A thin person with uncontrolled high blood pressure is at high risk for a stroke — because of the hypertension, not the body weight.
This is a horrible defense for “A person who’s morbidly obese can still be healthy.”
Dr. Goldberg continues, “Weight is not the only risk factor for heart disease.
“You can be of normal weight and still have a heart attack.
“High cholesterol, cigarette smoking, diabetes, family history and sedentary lifestyle are also risks for heart disease.”
The observation that skinny people can get heart disease or stroke doesn’t show cause and effect.
Rather, their trim frame is just incidental to any cardiovascular-related medical condition. This assumes that the thinness isn’t of anorexia nervosa caliber.
“No matter what your weight, you can be at risk for heart disease,” says Dr. Goldberg.
Do these worshippers of very heavy body-positive influencers know what TYPE of diabetes their skinny friend has?
Type 1 diabetes seemingly strikes from nowhere, affecting even babies. This explains why some diabetics are of normal weight or thin.
However, only 10 percent of all diabetics have the type 1 variant.
Eighty percent of type 2 diabetics are overweight.
Example of How a Thin Person Can Get Clogged Arteries
• Alan is 45, 5’9 and 140 pounds. He never exercises.
• His diet is mostly processed foods.
• He smokes a pipe.
Alan has a weak heart, high blood pressure and must take medications for these.
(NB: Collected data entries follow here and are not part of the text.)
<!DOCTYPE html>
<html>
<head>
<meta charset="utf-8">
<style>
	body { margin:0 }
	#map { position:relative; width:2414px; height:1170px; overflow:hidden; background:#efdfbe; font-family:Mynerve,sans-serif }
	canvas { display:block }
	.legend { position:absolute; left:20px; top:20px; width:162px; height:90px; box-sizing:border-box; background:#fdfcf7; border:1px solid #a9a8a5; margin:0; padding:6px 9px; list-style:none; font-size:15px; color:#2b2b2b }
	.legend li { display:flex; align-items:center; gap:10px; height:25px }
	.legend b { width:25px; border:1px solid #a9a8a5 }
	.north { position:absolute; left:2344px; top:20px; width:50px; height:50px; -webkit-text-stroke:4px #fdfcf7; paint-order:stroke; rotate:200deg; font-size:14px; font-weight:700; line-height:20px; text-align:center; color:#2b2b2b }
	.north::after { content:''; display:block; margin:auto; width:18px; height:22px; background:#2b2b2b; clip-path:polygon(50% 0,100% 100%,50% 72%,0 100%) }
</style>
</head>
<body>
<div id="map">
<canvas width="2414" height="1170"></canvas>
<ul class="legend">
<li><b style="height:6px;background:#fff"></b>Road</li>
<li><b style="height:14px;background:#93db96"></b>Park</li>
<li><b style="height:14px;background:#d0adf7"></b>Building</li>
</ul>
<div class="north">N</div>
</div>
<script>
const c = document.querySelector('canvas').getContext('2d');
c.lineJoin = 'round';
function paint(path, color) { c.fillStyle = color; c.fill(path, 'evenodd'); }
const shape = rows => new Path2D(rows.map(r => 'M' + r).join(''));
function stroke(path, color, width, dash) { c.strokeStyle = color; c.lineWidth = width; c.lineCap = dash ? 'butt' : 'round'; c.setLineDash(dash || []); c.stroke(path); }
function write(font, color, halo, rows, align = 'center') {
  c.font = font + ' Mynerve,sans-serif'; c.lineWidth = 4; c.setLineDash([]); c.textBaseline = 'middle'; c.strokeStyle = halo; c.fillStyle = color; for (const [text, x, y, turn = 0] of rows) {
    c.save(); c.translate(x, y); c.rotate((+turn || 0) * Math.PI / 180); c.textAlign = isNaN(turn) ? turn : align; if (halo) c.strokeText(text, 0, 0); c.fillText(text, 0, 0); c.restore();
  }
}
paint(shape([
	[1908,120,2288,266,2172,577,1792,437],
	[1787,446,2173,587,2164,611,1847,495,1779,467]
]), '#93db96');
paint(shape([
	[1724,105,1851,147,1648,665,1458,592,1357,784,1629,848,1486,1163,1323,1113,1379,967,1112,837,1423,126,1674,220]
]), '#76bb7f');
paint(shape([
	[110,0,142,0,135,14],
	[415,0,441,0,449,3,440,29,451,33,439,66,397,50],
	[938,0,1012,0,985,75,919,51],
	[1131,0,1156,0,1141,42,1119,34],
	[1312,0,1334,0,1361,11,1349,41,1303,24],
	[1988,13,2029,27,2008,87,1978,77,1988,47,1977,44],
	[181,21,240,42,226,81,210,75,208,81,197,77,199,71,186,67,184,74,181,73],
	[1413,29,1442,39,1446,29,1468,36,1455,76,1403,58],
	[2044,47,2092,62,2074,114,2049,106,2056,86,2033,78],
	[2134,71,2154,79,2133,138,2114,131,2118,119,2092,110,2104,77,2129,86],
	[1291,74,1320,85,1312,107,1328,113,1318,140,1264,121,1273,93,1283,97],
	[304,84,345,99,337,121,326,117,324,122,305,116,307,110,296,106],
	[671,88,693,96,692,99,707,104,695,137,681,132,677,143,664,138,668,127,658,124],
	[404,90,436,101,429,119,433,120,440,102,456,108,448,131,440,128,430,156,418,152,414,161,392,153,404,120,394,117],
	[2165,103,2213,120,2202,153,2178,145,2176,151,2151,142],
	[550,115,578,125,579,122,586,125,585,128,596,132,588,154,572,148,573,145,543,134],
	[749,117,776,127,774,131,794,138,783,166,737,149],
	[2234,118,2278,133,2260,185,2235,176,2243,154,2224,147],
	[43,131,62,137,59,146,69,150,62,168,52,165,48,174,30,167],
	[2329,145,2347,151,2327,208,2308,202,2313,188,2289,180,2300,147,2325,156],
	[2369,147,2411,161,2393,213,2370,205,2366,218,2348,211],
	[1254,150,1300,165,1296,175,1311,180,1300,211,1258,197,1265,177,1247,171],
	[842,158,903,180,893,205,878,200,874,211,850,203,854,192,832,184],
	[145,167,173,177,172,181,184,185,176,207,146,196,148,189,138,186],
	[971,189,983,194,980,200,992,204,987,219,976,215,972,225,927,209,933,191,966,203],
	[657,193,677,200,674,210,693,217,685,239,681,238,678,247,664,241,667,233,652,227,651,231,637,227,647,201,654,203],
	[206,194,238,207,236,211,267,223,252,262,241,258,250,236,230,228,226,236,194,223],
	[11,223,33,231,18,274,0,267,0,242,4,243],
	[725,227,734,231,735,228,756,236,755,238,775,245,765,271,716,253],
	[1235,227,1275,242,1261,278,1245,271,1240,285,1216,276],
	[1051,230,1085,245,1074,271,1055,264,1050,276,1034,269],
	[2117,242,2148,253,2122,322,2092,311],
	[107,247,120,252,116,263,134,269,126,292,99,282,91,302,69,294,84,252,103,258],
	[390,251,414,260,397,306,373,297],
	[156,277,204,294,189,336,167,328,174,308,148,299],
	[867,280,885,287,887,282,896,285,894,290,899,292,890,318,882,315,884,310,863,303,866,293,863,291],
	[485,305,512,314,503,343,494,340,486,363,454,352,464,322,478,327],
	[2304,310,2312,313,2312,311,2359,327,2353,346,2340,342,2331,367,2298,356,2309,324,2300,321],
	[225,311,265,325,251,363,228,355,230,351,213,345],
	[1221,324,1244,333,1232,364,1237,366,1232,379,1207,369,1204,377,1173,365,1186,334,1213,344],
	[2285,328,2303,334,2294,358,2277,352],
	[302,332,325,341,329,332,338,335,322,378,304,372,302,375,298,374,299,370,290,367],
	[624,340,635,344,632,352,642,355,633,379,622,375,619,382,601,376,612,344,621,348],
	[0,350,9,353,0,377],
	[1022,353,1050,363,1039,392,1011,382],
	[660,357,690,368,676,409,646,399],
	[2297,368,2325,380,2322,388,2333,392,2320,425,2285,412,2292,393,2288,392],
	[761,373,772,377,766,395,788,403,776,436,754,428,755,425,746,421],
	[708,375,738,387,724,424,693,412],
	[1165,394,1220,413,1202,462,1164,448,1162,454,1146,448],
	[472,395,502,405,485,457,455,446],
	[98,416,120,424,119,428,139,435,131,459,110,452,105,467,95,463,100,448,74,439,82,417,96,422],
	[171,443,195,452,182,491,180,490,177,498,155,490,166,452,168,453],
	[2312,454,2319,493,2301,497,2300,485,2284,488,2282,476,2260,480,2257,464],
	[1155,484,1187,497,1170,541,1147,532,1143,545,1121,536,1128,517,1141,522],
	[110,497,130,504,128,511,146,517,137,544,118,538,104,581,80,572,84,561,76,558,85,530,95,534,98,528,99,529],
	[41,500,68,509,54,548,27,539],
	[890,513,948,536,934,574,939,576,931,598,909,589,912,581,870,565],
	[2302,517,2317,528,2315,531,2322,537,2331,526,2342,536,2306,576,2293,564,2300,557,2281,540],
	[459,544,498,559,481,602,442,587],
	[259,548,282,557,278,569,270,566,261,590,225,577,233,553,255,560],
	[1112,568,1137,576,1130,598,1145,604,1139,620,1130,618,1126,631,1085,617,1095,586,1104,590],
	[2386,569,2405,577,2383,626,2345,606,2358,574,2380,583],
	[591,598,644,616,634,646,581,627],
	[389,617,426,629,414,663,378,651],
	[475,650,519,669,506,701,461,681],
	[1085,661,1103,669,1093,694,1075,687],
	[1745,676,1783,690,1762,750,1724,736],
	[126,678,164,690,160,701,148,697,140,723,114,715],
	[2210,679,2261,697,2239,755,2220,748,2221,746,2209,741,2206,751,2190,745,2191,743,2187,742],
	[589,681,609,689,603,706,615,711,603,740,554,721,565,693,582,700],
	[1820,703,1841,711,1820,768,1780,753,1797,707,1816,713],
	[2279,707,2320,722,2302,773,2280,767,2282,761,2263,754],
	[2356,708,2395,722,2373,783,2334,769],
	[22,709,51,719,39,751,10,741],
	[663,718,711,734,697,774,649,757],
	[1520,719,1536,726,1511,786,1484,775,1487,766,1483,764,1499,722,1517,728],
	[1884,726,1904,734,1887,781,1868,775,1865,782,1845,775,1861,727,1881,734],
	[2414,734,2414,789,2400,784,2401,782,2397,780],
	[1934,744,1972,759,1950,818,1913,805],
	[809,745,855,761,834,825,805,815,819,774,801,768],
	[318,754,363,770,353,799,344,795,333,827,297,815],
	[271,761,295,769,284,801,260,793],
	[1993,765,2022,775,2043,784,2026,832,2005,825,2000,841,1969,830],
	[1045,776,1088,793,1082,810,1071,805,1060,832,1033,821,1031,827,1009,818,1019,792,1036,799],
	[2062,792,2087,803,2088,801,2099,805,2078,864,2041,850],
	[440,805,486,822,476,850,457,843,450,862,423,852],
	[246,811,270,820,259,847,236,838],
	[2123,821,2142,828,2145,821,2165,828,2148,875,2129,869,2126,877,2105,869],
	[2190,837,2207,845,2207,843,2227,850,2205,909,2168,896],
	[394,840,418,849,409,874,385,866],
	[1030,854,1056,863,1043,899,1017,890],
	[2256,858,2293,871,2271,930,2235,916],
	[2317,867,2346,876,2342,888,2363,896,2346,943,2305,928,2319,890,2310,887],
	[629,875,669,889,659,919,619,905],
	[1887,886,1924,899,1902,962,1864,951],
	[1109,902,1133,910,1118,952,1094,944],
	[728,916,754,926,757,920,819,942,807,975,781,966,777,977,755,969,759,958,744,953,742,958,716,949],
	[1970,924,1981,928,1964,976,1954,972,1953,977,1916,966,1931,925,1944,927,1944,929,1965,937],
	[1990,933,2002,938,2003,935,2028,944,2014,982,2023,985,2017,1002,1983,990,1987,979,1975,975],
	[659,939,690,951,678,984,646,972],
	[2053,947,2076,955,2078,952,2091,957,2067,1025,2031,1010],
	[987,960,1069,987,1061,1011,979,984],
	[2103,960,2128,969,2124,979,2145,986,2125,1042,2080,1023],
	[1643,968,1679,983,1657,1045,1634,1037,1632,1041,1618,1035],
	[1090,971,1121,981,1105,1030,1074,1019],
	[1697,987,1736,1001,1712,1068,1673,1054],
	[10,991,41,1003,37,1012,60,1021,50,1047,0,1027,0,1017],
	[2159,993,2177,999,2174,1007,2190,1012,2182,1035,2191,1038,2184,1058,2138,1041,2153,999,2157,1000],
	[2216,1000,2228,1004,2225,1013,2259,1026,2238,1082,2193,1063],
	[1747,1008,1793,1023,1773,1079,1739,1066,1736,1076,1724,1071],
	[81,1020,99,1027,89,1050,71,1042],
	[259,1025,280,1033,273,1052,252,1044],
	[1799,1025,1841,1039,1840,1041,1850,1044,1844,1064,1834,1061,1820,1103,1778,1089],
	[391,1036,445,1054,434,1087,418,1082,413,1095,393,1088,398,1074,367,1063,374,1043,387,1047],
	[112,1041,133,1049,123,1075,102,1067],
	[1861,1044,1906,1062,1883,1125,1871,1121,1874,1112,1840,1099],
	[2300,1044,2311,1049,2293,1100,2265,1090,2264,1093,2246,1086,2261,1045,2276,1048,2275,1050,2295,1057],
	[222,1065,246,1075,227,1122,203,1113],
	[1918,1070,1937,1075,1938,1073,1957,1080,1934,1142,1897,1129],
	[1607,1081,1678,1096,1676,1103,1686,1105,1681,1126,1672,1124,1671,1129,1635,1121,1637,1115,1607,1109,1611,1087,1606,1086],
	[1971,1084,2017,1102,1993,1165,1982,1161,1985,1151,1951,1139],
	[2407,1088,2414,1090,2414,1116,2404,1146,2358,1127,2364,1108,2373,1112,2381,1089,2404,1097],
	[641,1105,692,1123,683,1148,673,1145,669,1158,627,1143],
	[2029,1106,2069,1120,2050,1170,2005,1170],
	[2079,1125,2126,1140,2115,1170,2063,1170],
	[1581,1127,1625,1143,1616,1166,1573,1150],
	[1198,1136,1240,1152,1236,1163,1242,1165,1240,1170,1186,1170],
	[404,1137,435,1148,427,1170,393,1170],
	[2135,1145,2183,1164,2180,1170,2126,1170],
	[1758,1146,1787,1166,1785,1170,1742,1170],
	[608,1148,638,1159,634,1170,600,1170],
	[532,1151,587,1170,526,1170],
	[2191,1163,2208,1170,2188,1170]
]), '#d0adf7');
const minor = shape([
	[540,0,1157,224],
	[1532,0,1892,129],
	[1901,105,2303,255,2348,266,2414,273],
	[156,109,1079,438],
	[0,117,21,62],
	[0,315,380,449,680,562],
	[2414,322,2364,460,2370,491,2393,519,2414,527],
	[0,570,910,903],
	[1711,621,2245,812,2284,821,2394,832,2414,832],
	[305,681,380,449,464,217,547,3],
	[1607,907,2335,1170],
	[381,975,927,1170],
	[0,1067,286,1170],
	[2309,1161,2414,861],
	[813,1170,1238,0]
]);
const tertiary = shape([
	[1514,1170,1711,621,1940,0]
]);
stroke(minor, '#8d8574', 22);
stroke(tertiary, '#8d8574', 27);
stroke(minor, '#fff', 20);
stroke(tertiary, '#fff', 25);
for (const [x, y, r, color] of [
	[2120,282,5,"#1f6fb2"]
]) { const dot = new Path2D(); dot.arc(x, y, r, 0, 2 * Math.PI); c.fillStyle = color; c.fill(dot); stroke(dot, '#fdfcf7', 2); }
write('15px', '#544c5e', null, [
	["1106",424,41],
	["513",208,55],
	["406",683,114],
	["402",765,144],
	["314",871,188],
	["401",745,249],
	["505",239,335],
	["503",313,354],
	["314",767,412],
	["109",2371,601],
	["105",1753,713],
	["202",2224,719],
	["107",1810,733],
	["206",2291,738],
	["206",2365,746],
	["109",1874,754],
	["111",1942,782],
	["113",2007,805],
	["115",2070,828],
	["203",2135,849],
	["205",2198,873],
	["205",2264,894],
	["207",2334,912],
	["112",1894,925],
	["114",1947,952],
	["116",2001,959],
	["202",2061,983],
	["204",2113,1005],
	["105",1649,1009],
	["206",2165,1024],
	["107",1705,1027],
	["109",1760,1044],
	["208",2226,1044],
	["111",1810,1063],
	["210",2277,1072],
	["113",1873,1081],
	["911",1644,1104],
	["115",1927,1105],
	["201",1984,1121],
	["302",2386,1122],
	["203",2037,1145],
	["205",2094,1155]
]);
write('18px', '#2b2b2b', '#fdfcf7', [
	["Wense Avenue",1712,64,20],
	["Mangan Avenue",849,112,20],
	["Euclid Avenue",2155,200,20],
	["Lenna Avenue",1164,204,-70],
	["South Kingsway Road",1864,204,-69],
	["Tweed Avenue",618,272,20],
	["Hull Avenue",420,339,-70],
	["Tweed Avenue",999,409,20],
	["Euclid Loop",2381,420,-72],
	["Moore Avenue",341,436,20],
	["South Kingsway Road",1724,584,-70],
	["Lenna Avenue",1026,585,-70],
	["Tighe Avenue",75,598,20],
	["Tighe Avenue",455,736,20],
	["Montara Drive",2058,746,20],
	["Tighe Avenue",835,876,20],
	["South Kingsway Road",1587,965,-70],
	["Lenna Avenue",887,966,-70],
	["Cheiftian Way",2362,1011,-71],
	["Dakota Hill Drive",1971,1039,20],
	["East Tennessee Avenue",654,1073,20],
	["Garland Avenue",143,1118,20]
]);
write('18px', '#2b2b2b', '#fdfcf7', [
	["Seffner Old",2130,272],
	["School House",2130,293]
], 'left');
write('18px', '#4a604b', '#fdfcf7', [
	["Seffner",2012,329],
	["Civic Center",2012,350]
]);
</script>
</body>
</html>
So that’s just one example of how a so-called skinny person could develop cardiovascular problems.
In a Nutshell
• Thin people can be unhealthy including heart disease.
• There are MANY risk factors for heart disease.
• One is obesity.
• Having a slender frame is not a risk factor for artery blockages, high cholesterol, hypertension, type 2 diabetes, stroke, heart attack, heart failure or cancer.
• Lack of exercise will make a thin person get easily winded. Imagine how much more “out of shape” they’d be if they packed on a hundred pounds of fat.
Fat Is Never Healthy
Obesity is never a healthy way for one’s body to exist, even if a snapshot in time reveals normal blood work and blood pressure.
Being of normal weight or of slim build does NOT cost America $190 billion in annual healthcare costs due to thin-related illness. But this is how much obesity costs the U.S. for obesity-related illness (Harvard School of Public Health).
The negative impact that obesity, especially morbid, has on any body becomes increasingly relevant as that individual approaches middle age.
Youth is an amazing protector against sickness.
Dr. Goldberg is senior advisor, Women’s Health Strategy, NYU Langone Health; founder and former medical director, Joan H. Tisch Center for Women’s Health; and clinical associate professor, NYU Grossman School of Medicine.
Lorra Garrick has been covering medical, fitness and cybersecurity topics for many years, having written thousands of articles for print magazines and websites, including as a ghostwriter. She’s also a former ACE-certified personal trainer for Bally Total Fitness.